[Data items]
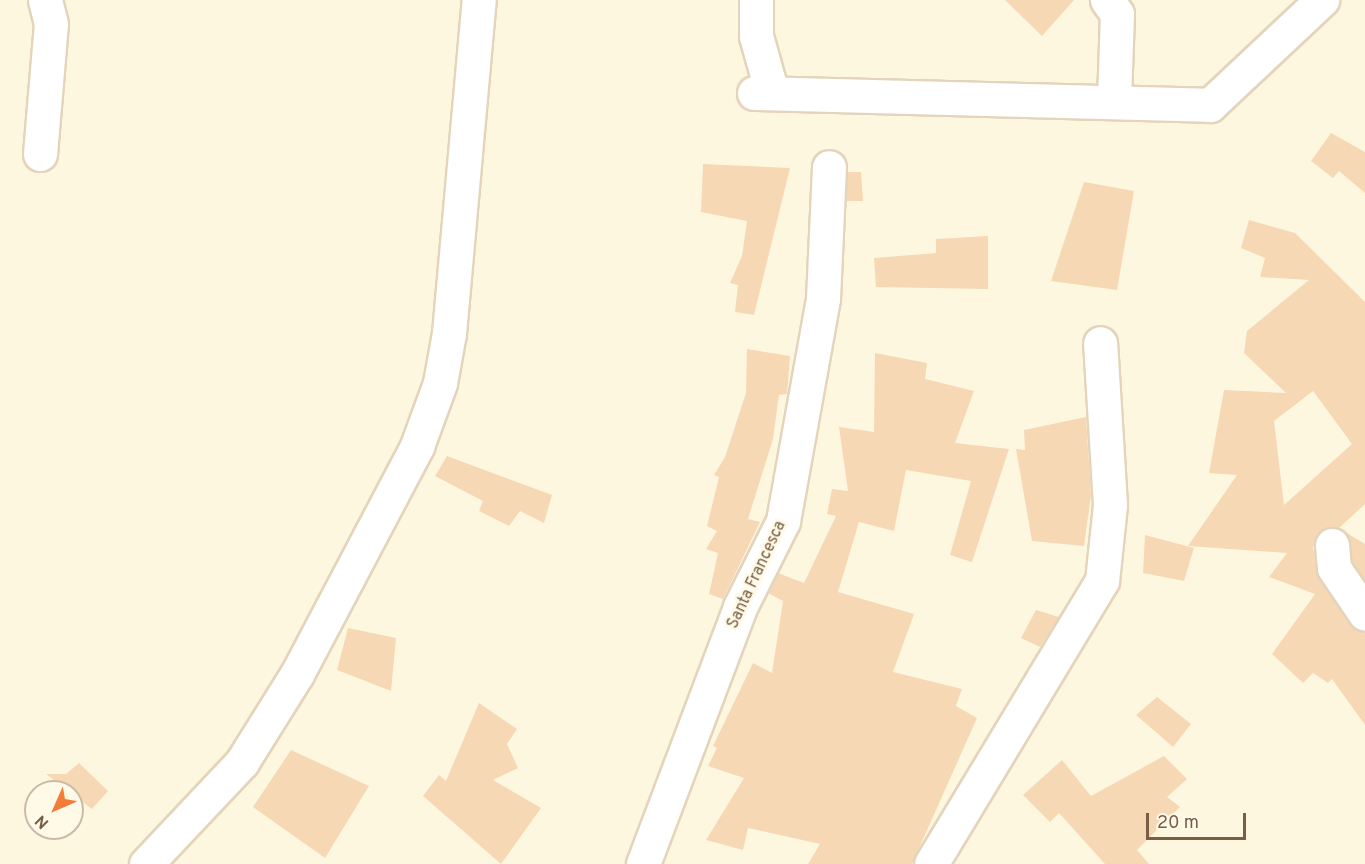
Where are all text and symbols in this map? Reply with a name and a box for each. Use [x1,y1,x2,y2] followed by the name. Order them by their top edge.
[724,518,790,632] street label: Santa Francesca
[24,780,84,840] north arrow
[1149,801,1250,839] scale bar
[32,810,54,832] text: N
[1157,812,1199,835] text: 20 m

- [TASK PROMPT] Could you set down every entry again exactly as written, leaving out any pictures?

- [TASK ANSWER]
Where are all text and symbols in this map? Reply with a name and a box for each. Use [x1,y1,x2,y2] followed by the name. Order them by their top edge.
[724,518,790,632] street label: Santa Francesca
[24,780,84,840] north arrow
[1149,801,1250,839] scale bar
[32,810,54,832] text: N
[1157,812,1199,835] text: 20 m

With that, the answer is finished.